Generally, different inorganic and organic substances tend to be enriched in sediments due to their mainly hydrophobic and lipophilic character. These substances include heavy metals and a variety of organic contaminants such as PAHs, LABs, PCBs or pesticides. In particular, the input and distribution of metals and PAHs have been intensively studied in flood deposits (e.g., [30, 31, 53]). Nevertheless, there are several further pollutants that need to be investigated to assess risks for human health and environmental protection. These include substances that are generally difficult to be degraded in wastewater treatment plants or the aquatic environment. In addition, substances of high production or emission rates but principally degradable also enter water bodies and possess therefore also environmental relevance. This can locally result in a cumulative contamination potentially posing a significant risk to environmental quality as well as human and animal health [8].

Especially floodplains are an important sink for sedimentary material and accumulated pollutants. Their natural functions include aspects such as water, sediment and nutrient retention, flood protection, groundwater recharge as well as the self-purification of water bodies. However, nowadays people use these areas for various other purposes such as agriculture, settlement or infrastructure (e.g., for the construction of rail- or motorways). Due to these impacts and associated large losses of floodplains in the past, only about one-third of the former floodplain areas on rivers in Germany can still be inundated during large flood events [24]. Nevertheless, the existing floodplains are important accumulation areas for particulate matter and organic contaminants as POPs (persistent organic pollutants), which is why they are also referred as the river’s memory of contamination [18, 23].

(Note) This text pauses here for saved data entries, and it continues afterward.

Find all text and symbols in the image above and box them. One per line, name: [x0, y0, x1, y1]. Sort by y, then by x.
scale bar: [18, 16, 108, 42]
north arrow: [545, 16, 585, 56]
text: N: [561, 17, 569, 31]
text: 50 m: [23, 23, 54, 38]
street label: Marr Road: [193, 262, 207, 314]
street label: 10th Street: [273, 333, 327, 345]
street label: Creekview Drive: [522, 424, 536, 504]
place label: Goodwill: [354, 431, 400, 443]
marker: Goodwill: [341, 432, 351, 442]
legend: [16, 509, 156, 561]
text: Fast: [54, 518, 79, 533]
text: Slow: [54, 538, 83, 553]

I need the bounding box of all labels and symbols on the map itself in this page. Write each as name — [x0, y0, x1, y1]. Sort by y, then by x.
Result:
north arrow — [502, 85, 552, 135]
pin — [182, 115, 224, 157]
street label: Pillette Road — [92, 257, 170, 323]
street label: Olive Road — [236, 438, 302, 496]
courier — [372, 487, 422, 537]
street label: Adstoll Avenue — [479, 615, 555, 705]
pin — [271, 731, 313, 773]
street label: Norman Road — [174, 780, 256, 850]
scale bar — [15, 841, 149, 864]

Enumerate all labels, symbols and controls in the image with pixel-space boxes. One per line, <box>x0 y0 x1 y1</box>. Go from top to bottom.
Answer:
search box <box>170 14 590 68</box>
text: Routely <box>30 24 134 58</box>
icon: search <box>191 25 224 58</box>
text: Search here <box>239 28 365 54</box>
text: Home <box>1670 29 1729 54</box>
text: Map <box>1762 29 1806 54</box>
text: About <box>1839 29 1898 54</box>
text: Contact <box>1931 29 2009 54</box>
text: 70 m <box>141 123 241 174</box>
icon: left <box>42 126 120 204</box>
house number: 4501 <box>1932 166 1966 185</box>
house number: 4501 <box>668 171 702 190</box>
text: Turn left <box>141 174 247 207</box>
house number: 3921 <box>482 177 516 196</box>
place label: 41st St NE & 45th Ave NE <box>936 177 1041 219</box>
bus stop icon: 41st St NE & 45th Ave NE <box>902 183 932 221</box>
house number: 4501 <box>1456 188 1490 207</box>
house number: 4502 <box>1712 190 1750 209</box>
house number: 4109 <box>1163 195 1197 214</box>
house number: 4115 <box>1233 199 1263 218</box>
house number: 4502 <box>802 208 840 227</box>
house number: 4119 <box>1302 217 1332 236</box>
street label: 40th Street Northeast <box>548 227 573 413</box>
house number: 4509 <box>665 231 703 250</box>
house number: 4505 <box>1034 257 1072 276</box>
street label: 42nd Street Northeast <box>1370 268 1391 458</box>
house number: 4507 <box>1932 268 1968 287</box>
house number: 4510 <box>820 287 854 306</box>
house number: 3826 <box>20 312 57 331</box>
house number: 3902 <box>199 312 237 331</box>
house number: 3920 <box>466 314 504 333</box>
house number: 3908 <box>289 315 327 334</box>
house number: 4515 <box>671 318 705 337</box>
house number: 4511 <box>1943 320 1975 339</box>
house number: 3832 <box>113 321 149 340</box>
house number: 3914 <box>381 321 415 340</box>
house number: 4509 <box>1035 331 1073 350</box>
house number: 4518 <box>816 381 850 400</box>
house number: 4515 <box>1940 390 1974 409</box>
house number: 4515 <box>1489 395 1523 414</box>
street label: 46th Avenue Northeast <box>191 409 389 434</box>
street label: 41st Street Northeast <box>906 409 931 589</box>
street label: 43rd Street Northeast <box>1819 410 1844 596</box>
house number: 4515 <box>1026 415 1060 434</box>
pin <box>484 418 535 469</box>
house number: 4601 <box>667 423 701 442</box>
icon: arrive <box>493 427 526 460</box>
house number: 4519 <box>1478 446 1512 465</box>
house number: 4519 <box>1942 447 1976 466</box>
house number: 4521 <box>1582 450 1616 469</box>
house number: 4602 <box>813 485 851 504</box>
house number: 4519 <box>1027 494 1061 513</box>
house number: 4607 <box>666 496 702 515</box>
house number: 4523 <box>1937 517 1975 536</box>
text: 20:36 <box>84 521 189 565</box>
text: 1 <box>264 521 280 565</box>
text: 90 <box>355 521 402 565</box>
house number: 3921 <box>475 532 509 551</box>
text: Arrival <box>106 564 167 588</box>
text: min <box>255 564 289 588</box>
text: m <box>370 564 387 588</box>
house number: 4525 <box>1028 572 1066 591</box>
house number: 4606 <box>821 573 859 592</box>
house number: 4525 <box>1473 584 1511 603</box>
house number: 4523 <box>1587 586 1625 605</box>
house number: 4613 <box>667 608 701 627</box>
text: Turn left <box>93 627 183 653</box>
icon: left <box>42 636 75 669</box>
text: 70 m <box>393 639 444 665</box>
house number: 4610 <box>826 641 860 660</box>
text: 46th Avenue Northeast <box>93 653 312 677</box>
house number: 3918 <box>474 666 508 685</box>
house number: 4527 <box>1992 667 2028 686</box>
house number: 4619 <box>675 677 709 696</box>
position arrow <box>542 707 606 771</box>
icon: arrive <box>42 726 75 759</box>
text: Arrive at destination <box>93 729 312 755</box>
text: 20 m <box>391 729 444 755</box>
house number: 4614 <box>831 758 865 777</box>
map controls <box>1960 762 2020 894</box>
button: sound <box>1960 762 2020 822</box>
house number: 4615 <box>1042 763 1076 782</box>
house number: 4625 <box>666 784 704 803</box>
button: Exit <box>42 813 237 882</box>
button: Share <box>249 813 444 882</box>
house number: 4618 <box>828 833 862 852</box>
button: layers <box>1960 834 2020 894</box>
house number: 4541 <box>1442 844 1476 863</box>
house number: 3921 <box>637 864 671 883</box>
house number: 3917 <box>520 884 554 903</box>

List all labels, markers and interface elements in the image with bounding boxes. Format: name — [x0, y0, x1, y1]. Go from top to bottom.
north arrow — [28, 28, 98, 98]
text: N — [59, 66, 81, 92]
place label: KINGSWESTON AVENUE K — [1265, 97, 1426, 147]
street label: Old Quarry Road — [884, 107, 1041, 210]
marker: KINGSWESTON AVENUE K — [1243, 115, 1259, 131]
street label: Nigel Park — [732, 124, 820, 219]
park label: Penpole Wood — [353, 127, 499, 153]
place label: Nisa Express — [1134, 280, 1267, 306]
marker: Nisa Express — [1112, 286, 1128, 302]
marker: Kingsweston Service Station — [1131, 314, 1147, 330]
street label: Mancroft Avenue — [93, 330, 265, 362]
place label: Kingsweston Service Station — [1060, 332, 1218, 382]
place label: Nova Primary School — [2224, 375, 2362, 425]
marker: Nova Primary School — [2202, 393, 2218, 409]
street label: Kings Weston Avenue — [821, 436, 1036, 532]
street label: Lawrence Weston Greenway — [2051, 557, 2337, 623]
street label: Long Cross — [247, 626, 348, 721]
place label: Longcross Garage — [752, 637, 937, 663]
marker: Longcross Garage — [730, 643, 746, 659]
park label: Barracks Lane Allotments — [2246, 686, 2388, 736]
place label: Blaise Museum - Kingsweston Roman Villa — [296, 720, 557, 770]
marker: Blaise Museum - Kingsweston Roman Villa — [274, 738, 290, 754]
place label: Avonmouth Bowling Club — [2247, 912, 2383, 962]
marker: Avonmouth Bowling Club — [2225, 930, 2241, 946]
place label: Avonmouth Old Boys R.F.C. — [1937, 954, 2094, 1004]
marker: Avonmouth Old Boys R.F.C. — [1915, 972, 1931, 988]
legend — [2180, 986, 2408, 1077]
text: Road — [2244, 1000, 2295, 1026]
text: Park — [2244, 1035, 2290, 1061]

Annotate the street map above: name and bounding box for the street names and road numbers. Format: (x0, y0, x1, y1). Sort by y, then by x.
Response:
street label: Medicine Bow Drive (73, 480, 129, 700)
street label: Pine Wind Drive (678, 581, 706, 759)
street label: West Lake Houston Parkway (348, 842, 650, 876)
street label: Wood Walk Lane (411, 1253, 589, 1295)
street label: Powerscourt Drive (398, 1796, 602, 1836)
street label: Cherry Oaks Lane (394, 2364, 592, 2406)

Due to extreme precipitation and runoff during the period 12 to 15 July 2021, severe flooding occurred in Germany and other neighboring countries [25, 47]. Within a very short period of time, an extreme amount of precipitation fell over the low mountain ranges in Rhineland-Palatinate and North Rhine-Westphalia in Germany. This amount was partly more than twice as high as the average for the entire month of July [21, 36]. Furthermore, the soils were saturated by previous rain events and therefore could not absorb the water masses [6, 25]. Particularly in low mountain ranges such as the Eifel, this led to rapid rises in water levels as the water was channelled and collected in the river courses. Overall, the severe weather event and flooding had extreme impacts in terms of great damage to infrastructure (including houses, roads, rail- and motorway lines, bridges and communication), but also in terms of more than 200 fatalities [6, 25, 47]. In addition to these direct impacts, it is also important to study longer-term or indirect impacts such as the input and accumulation of pollutants in river systems.

Therefore, different floodplains distributed throughout the course of the Rur River were sampled immediately after two flood events in January/February and July 2021. The main objectives were to determine pollutant concentrations, (re)distribution, and accumulation, as well as to understand the dimension and corresponding impacts of different floods on a meso-scaled catchment system. This was all done under the framework of risk assessment and pollutant mitigation during and after flood events.


Study area and sampling

The 163-km-long Rur river runs from the High Fens in Belgium through the typical low-mountain range landscape of the Eifel to the lowland part of the Lower Rhine Embayment in western Germany to its confluence with the Meuse in Roermond (Netherlands) [46]. The catchment covers various land uses and has natural river sections, immediate urban settlement, several industries (e.g., paper processing) and agriculture. Furthermore, the region is historically characterized by centuries of underground mining and nowadays by lignite mining. Overall, there are more than 40 wastewater treatment plants (WWTPs) in the Rur catchment area, mostly located in the lower parts and the corresponding tributaries (especially Inde and Wurm). Together with the tributary Urft, Inde and Wurm are also the most relevant tributaries in terms of discharge.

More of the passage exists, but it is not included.